(Records from a dataset)
☆ ☆ ☆ ☆ ☆ ☆ ☆

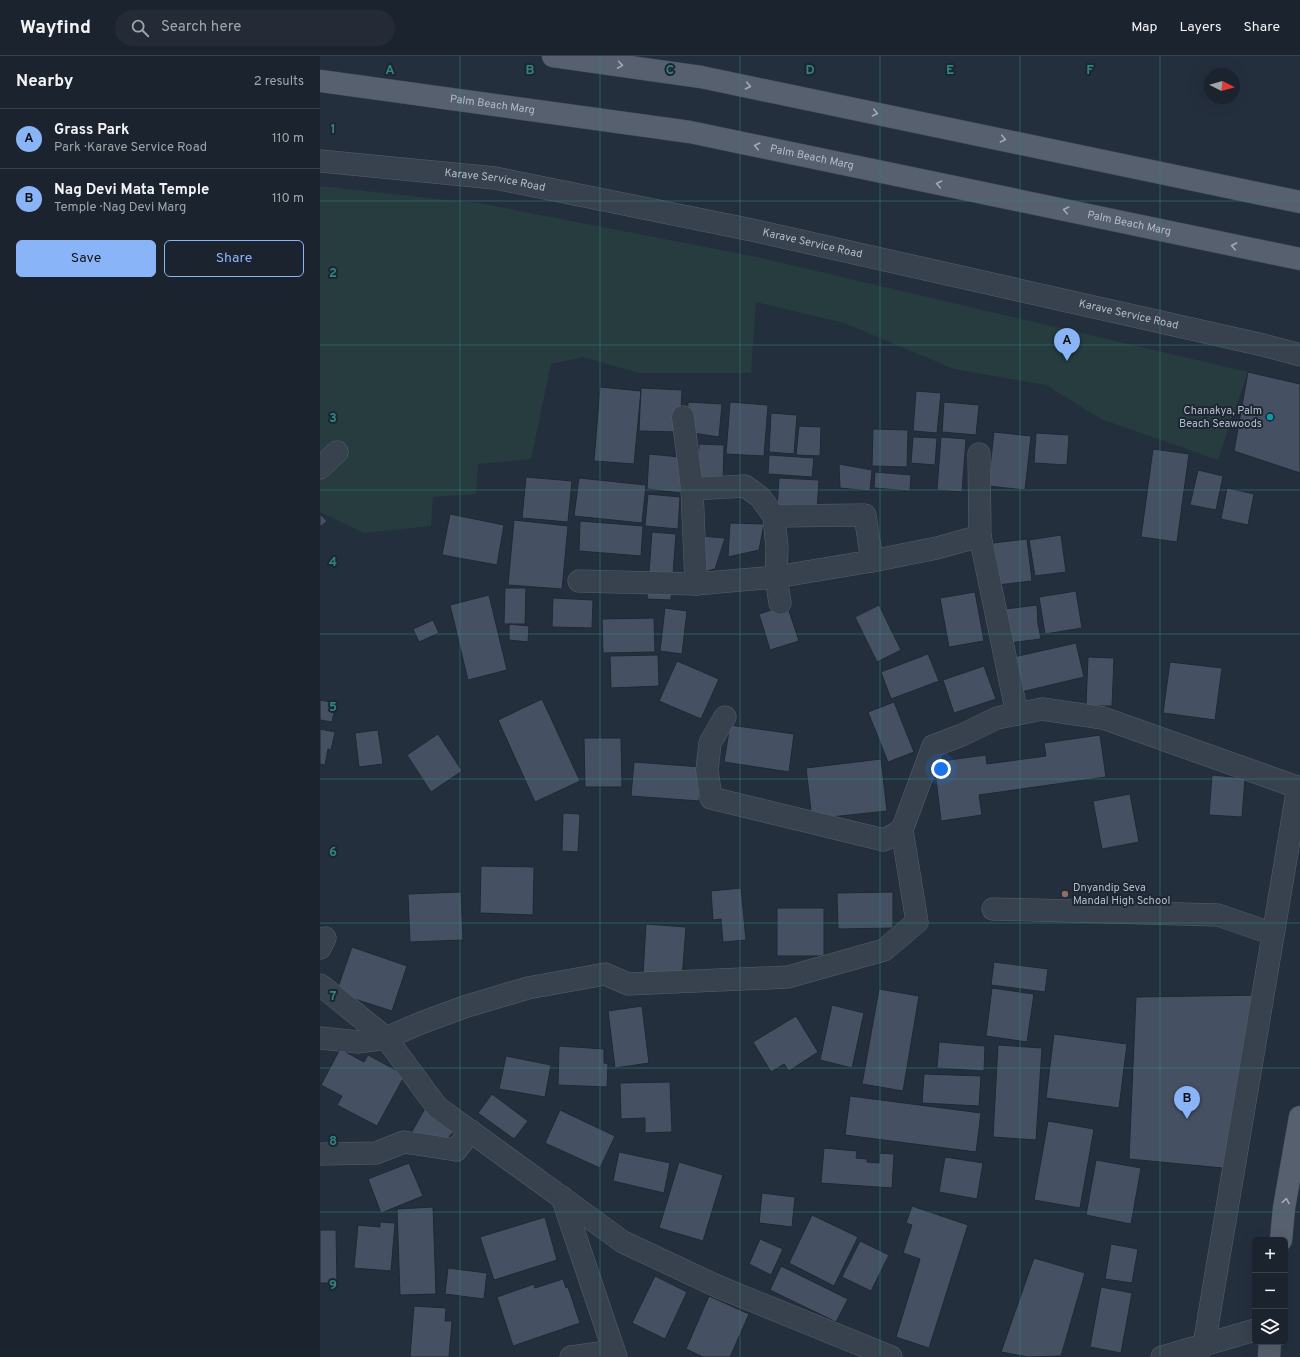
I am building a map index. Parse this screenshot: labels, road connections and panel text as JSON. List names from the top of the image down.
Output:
{
  "streets": {
    "main road": ["Palm Beach Marg"],
    "street": ["Karave Service Road"]
  },
  "places": ["Chanakya, Palm Beach Seawoods", "Dnyandip Seva Mandal High School"],
  "north": "right",
  "page": {
    "header": "Wayfind",
    "search": "Search here",
    "nav": ["Map", "Layers", "Share"],
    "heading": ["Nearby", "2 results"],
    "list": [
      {
        "mark": "A",
        "name": "Grass Park",
        "note": "Park · Karave Service Road",
        "value": "110 m"
      },
      {
        "mark": "B",
        "name": "Nag Devi Mata Temple",
        "note": "Temple · Nag Devi Marg",
        "value": "110 m"
      }
    ],
    "buttons": ["Save", "Share"],
    "pins": ["A", "B"],
    "map_buttons": ["+", "−"]
  },
  "grid": {
    "columns": [
      "A",
      "B",
      "C",
      "D",
      "E",
      "F"
    ],
    "rows": [
      "1",
      "2",
      "3",
      "4",
      "5",
      "6",
      "7",
      "8",
      "9"
    ]
  }
}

☆ ☆ ☆ ☆ ☆ ☆ ☆

• THE TASK:
Output each entry above word for word. The pictures stay out.

• RESPONSE TO THIS EXERCISE:
I am building a map index. Parse this screenshot: labels, road connections and panel text as JSON. List names from the top of the image down.
Output:
{
  "streets": {
    "main road": ["Palm Beach Marg"],
    "street": ["Karave Service Road"]
  },
  "places": ["Chanakya, Palm Beach Seawoods", "Dnyandip Seva Mandal High School"],
  "north": "right",
  "page": {
    "header": "Wayfind",
    "search": "Search here",
    "nav": ["Map", "Layers", "Share"],
    "heading": ["Nearby", "2 results"],
    "list": [
      {
        "mark": "A",
        "name": "Grass Park",
        "note": "Park · Karave Service Road",
        "value": "110 m"
      },
      {
        "mark": "B",
        "name": "Nag Devi Mata Temple",
        "note": "Temple · Nag Devi Marg",
        "value": "110 m"
      }
    ],
    "buttons": ["Save", "Share"],
    "pins": ["A", "B"],
    "map_buttons": ["+", "−"]
  },
  "grid": {
    "columns": [
      "A",
      "B",
      "C",
      "D",
      "E",
      "F"
    ],
    "rows": [
      "1",
      "2",
      "3",
      "4",
      "5",
      "6",
      "7",
      "8",
      "9"
    ]
  }
}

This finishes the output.